---- DATASET

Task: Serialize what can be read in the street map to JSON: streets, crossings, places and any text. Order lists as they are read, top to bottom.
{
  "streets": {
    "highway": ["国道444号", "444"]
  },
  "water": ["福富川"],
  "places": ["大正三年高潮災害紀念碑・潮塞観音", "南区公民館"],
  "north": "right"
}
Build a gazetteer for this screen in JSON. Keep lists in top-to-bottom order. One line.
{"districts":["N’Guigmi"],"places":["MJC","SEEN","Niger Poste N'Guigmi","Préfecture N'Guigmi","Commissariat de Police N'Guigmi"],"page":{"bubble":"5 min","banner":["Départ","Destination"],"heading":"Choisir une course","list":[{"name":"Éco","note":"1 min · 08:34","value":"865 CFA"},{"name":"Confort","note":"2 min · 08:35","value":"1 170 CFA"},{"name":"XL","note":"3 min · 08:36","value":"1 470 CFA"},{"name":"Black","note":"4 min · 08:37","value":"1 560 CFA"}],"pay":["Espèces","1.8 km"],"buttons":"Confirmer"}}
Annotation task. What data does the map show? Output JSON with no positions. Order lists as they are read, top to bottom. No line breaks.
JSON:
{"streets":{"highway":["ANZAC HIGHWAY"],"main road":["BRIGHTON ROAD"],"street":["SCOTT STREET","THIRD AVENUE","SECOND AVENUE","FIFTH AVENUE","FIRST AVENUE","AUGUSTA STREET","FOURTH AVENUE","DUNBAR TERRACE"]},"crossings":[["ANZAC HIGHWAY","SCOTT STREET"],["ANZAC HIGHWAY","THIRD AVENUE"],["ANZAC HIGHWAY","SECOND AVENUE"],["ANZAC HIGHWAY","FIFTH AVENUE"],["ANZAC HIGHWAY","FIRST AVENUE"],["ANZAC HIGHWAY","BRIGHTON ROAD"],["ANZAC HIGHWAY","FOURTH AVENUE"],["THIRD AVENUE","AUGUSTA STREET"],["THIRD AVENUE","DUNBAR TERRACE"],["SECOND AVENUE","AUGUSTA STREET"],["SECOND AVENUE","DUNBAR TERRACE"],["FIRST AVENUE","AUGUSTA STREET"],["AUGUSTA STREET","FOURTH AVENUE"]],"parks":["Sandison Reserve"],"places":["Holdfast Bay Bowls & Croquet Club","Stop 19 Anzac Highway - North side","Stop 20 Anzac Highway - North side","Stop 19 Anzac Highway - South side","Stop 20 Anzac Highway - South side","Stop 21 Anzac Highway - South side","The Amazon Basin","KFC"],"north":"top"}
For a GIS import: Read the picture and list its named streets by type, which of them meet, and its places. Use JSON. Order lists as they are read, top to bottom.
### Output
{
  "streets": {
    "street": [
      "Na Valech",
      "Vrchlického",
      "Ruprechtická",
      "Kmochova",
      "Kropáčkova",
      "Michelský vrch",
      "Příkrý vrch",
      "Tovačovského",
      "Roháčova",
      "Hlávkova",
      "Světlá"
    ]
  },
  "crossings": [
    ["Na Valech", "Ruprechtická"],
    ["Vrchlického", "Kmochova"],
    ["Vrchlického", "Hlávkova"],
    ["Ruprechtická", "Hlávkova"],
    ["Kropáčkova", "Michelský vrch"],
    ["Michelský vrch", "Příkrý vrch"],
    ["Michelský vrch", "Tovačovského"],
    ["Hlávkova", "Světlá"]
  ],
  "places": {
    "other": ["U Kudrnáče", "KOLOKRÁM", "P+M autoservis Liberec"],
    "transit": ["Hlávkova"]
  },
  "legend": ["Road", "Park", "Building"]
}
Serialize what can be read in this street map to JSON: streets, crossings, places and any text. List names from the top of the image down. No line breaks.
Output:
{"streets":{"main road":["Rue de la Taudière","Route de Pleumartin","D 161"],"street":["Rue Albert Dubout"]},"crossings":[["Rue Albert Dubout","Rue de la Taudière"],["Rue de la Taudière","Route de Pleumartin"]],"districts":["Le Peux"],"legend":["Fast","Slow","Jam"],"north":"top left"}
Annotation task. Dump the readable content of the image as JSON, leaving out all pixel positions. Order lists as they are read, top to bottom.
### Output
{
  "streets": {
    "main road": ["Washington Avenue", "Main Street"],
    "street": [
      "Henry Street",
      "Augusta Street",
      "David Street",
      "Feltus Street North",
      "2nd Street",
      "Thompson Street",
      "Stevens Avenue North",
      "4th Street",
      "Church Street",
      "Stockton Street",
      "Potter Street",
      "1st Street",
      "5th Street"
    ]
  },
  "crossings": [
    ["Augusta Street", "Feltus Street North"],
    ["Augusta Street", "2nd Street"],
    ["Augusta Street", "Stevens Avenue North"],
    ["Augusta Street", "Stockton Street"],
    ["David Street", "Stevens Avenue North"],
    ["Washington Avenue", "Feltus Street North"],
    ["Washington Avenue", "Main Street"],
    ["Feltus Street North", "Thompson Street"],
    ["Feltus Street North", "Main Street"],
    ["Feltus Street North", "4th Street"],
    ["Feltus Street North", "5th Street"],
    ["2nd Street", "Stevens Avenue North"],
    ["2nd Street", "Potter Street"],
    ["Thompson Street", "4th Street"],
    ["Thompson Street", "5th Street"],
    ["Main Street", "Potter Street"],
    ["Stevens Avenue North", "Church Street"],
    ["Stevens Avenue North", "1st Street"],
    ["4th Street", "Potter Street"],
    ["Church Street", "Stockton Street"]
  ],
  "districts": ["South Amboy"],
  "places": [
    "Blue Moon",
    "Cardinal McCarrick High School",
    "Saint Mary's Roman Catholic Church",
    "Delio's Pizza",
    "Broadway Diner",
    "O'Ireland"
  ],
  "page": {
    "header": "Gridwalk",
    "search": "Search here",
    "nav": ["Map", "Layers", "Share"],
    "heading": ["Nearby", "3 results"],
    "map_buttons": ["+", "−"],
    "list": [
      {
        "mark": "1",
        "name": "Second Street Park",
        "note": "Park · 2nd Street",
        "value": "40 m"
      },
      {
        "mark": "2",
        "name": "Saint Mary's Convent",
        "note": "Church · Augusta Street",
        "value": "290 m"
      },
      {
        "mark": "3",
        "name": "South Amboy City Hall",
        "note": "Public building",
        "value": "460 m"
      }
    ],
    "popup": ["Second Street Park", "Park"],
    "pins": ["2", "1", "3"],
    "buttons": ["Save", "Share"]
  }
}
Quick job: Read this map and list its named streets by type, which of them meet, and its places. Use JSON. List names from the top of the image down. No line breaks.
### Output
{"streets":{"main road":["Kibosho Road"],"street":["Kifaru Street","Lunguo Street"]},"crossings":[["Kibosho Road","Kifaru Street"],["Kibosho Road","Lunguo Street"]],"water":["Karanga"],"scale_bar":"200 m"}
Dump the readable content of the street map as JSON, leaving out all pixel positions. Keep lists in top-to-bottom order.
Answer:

--------

TASK TO CARRY OUT:
Find the line that contains "Dump the readable content of the street". Repeat it and every line after it, exactly as written, up to and including the last line of the records above.

WRITTEN REPLY:
Dump the readable content of the street map as JSON, leaving out all pixel positions. Keep lists in top-to-bottom order.
Answer:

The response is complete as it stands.